L’interprétation des caractéristiques
Traditionnellement, je pense que lorsque nous disons « une bonne lumière», ce que nous voulons vraiment dire, c’est qu’il existe une directionnalité, une diffusion étroite et un différentiel de bonne intensité. À savoir le contraste et les ombres. Quand il y a une «mauvaise lumière», nous voulons dire qu’il y a trop de diffusion et donc pas suffisamment de différence entre l’intensité et la diffusion. Cependant, trois scénarios nous viennent à l’esprit ici: une situation où vous maîtrisez parfaitement toutes les sources de lumière. Le deuxième scénario est l’endroit où la qualité de la lumière correspondant au sujet se trouvera. Par exemple, le portrait d’une femme âgée nécessite un peu plus de diffusion. Si vous changez la lumière et la diffusion d’un portrait d’une dame, l’esthétique ne sera pas adaptée au sujet. Dans l’image ci-dessous, la diffusion est trop forte; nous avons donc une photo « ennuyante ».
Le troisième scénario: il «n’y a pas de lumière». Dans une situation extérieure très couverte – pensez à Londres en hiver – il n’y a apparemment aucune ombre, mais cela ne signifie pas qu’il n’y a pas une directionnalité. D’une certaine manière, vous pouvez toujours la «forcer» – travailler en début et en fin de journée avant le lever et le coucher du soleil. Ou si vous pouvez déplacer votre sujet, utilisez des arcades et des portiques, ainsi vous n’aurez qu’une source diffuse de lumière qui sera d’un projetée d’un seul côté – ce qui est idéal pour de nombreux types de travail.
Un concept qui n’est pas maîtrisé
En définitive, « une lumière de qualité » est un concept éminemment subjectif qui repose sur des bases propres à la lumière, notamment: l’intensité, la directionnalité, la propagation et la couleur. En réunissant ces quatre caractéristiques, vous obtiendrez une « sorte » de lumière qui vous plaira ou non. Mais d’une façon objective, la lumière étant un phénomène physique, il n’y a pas de bonne / mauvaise lumière, il n’y a qu’une interprétation par effet d’une adaptation culturelle ou personnelle d’un ensemble de longueurs d’ondes.
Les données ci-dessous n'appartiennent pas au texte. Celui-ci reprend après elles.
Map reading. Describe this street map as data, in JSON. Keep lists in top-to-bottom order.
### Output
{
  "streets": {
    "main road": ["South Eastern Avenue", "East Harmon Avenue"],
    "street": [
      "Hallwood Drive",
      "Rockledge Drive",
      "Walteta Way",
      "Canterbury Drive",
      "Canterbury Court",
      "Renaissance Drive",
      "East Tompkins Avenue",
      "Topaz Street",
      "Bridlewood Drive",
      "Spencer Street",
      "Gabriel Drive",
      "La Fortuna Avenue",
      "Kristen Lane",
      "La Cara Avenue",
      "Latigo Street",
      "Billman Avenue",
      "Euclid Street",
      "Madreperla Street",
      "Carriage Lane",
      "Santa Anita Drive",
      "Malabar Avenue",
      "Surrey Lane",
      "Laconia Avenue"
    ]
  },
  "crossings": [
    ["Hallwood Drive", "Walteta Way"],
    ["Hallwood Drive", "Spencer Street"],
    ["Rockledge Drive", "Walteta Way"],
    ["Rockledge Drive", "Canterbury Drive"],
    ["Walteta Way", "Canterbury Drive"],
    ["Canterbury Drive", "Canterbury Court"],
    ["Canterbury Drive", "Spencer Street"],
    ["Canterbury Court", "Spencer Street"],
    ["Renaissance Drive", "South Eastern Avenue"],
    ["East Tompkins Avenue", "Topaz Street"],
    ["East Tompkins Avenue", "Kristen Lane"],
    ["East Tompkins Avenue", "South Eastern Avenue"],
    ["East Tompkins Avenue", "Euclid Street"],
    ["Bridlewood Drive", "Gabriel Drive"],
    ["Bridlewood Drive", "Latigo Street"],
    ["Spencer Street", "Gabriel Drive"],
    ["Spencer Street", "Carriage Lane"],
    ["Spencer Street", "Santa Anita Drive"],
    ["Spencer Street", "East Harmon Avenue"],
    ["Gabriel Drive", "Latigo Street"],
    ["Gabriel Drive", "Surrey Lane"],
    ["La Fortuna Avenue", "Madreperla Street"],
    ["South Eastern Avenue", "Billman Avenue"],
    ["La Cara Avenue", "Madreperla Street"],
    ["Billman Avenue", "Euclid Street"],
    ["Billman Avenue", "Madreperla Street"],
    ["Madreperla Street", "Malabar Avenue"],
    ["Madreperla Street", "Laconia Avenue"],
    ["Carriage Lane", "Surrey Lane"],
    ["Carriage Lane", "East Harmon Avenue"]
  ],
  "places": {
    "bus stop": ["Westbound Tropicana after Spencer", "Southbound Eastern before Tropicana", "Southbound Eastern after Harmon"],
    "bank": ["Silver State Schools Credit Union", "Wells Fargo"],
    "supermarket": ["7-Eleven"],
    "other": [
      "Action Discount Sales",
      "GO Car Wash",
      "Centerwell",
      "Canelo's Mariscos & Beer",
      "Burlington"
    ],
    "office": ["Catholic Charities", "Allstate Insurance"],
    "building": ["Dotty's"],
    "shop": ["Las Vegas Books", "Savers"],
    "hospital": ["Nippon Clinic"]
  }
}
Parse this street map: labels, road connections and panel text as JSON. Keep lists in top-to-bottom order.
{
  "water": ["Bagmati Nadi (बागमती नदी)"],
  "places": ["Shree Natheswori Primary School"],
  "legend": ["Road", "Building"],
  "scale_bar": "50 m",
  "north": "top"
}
En photographie, certains professionnels affirmeront qu’elle est un facteur clé dans la création d’une image réussie car elle permet de créer des « images stylisées ».
Cette définition de la qualité de la lumière est trop limitée. Elle ne tient pas compte des facteurs précédemment énoncés. Vous devez savoir que la hiérarchie des caractéristiques et la subjectivité sont les facteurs clés d’une bonne / mauvaise lumière et non la lumière elle-même. Les photographes s’attardent trop à l’aspect subjectif et pas suffisamment à la hiérarchie des caractéristiques. C’est la raison pour laquelle nous avons tant de définitions de ce qu’est une bonne ou une mauvaise lumière.
Une variabilité
Cela semble évident, mais plusieurs photographes croient – à tort – qu’il faut savoir manipuler la lumière pour que celle-ci soit bonne ou mauvaise. Étrangement la qualité de la lumière change d’une époque à une autre, d’un photographe à un autre. Alors qui a raison ? La réponse à cette question est simple: c’est vous, votre interprétation subjective et la connaissance des caractéristiques de la lumière. Tout le reste n’a aucune valeur si ce n’est de faire croire que ces professionnels détiennent la vérité. Si vous débutez en photo, ne vous laissez pas influencer par ces gens, vous limiterez votre créativité. Pourquoi ces gens affirment savoir ce qu’est une bonne / mauvaise lumière ? Parce qu’ils ne comprennent pas les caractéristiques de la lumière et sont donc porteurs d’un concept qui n’a plus lieu d’être; à moins de vouloir se limiter.
Au sujet de l’auteur
Ming Thien est un photographe professionnel qui est diplômé en physique de l’Université d’Oxford en Angleterre et chef de la stratégie chez Hasselblad. Vous pouvez découvrir son travail en visitant sa page Facebook, Flickr, ou sur Getty Images.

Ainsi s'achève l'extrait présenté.